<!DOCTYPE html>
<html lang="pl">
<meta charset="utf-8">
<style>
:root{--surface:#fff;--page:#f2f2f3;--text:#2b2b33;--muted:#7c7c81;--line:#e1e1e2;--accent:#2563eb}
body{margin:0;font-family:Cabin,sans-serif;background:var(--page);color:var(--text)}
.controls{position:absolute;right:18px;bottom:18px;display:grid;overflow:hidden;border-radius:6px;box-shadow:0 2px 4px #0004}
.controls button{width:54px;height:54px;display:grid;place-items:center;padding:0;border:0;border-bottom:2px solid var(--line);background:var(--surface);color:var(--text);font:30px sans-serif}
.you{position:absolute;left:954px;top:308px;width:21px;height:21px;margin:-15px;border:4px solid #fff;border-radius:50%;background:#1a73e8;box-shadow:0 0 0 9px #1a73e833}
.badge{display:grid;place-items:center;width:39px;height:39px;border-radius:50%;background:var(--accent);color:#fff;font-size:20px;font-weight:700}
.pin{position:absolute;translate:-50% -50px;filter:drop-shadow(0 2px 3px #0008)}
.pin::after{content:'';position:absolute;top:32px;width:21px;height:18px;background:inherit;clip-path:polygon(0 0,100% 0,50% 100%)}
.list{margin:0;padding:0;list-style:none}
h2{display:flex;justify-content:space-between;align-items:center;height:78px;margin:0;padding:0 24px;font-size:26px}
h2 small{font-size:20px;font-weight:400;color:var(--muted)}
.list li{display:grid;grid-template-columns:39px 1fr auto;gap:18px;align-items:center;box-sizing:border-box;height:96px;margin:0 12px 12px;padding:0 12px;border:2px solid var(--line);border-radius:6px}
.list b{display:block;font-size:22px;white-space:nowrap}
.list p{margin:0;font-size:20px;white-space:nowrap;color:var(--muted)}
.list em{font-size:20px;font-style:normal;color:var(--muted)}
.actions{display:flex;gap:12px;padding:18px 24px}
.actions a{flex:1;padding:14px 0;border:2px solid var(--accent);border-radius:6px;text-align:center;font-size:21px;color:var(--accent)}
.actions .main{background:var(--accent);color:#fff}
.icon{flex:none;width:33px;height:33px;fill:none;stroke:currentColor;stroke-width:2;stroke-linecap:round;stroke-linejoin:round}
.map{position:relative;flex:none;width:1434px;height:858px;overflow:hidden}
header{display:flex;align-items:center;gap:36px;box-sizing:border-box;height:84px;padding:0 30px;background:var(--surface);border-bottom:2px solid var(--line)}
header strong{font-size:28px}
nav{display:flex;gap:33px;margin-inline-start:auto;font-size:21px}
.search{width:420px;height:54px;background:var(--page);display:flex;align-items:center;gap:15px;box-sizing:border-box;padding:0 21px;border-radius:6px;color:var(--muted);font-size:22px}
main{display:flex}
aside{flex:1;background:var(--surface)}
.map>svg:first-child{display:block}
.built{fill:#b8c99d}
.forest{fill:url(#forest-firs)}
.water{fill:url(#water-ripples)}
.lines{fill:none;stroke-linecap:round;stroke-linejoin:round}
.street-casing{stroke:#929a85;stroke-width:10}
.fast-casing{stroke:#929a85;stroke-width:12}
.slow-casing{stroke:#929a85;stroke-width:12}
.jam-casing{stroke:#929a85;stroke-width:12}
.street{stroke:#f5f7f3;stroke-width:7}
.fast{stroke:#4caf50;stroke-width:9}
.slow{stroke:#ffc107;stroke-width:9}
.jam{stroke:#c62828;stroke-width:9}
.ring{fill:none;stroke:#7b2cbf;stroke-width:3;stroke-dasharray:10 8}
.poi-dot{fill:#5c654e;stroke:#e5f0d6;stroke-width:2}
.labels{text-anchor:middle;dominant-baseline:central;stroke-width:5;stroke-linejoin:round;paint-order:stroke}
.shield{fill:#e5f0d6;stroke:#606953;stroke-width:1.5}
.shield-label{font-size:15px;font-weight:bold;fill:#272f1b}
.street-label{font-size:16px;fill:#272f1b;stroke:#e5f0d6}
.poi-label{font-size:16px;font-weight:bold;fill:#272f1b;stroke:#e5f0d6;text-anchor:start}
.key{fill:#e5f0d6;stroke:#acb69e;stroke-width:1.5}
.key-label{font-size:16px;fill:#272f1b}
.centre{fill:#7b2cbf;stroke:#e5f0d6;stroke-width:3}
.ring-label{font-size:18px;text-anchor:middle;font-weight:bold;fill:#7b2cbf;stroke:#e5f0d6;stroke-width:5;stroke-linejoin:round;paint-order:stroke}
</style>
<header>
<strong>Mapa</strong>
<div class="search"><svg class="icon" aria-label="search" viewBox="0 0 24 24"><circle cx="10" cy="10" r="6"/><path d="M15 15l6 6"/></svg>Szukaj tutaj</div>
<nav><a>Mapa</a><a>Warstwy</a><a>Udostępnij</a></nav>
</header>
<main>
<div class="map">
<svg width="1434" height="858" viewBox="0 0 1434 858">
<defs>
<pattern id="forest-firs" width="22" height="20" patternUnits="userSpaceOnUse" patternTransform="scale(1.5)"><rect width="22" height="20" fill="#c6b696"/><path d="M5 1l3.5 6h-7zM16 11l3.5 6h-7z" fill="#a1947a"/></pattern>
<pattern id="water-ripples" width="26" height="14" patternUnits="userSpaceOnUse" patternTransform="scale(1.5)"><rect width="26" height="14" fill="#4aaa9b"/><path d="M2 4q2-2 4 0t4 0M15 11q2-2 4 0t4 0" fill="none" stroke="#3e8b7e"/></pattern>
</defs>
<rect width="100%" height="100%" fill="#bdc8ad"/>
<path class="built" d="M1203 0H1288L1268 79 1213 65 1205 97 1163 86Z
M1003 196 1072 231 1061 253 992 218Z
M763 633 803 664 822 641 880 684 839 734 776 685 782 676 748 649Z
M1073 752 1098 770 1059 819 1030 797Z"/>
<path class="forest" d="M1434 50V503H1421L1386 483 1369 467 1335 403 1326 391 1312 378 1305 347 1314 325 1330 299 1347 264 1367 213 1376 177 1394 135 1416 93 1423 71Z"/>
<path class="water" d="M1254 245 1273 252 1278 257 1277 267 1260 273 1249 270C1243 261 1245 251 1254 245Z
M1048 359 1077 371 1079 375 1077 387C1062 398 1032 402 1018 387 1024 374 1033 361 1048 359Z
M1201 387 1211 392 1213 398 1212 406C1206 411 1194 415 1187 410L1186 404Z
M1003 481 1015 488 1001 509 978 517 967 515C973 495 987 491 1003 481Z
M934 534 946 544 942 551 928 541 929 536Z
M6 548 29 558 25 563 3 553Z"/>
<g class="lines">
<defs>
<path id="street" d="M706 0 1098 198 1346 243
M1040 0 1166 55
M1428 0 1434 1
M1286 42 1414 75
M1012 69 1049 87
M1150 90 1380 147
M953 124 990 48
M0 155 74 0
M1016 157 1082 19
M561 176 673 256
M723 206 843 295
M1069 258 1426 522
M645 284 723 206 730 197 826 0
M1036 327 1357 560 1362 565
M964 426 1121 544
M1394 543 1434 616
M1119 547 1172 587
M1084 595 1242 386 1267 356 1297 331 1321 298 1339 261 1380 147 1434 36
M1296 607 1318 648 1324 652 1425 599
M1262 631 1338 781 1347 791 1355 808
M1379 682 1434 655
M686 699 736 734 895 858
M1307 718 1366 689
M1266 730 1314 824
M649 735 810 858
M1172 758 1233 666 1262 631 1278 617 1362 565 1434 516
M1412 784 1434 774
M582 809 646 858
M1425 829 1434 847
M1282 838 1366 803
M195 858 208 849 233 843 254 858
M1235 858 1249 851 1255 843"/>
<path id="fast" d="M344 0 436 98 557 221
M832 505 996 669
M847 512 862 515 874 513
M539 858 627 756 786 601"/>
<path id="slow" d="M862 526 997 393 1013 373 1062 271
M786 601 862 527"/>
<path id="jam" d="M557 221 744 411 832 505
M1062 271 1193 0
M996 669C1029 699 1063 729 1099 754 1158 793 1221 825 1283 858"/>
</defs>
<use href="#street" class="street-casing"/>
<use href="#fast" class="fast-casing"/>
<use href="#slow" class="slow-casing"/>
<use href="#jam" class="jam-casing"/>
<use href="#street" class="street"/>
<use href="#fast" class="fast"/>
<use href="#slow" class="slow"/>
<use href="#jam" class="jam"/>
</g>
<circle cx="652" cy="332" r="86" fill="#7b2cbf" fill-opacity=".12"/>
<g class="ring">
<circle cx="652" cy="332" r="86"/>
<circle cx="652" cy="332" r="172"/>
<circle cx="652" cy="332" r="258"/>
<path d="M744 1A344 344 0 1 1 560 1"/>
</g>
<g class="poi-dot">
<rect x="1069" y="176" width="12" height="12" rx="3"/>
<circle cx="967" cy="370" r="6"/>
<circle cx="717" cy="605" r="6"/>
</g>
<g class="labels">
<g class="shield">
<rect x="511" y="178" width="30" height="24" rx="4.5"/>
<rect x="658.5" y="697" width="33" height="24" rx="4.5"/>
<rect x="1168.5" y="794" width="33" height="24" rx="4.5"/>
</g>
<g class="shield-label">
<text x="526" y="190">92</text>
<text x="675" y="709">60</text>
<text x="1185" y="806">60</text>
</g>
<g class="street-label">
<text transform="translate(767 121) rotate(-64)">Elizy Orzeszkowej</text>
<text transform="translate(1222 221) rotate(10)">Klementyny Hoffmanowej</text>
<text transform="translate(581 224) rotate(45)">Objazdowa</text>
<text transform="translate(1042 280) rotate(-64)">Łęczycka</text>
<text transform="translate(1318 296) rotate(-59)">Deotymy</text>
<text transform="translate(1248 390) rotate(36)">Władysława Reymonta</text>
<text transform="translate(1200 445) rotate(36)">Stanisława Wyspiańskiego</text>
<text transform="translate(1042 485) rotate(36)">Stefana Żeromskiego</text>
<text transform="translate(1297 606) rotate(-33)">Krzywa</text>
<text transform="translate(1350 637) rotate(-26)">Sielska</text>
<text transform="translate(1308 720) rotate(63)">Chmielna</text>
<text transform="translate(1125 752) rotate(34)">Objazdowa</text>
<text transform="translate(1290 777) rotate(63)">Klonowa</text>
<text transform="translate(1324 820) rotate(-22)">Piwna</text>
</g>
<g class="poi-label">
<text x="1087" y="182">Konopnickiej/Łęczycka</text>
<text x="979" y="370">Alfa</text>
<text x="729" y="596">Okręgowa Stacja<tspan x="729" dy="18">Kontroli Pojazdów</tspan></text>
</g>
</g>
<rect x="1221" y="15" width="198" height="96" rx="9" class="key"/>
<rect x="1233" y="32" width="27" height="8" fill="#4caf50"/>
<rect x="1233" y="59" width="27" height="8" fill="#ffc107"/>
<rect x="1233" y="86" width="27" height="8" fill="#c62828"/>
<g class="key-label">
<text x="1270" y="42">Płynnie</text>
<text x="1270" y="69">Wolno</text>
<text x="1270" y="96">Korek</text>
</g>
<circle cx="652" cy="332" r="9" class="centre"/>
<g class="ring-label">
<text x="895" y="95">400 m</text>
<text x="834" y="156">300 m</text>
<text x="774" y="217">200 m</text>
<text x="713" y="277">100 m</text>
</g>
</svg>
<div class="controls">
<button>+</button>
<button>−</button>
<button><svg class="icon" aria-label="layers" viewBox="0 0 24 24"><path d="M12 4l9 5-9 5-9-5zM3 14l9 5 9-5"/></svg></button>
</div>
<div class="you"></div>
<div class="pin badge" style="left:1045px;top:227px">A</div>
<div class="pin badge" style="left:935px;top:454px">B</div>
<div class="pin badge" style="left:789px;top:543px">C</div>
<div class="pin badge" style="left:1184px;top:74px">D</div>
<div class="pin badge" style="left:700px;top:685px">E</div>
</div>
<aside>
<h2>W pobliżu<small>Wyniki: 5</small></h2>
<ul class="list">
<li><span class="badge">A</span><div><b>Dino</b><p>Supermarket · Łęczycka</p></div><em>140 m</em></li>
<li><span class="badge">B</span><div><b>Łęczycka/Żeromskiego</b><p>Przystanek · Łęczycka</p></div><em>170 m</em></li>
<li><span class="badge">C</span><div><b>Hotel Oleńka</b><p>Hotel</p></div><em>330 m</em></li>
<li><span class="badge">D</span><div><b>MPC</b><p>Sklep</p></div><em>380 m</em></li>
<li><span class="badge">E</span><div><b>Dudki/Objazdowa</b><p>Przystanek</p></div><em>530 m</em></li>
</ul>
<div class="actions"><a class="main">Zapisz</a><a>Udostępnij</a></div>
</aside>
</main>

· · · · ·

# [BRIEF]
Your answer should be a single number: the count of lines in the entries that hold the string "nowrap".

# [SOLUTION TO THE PROBLEM]
2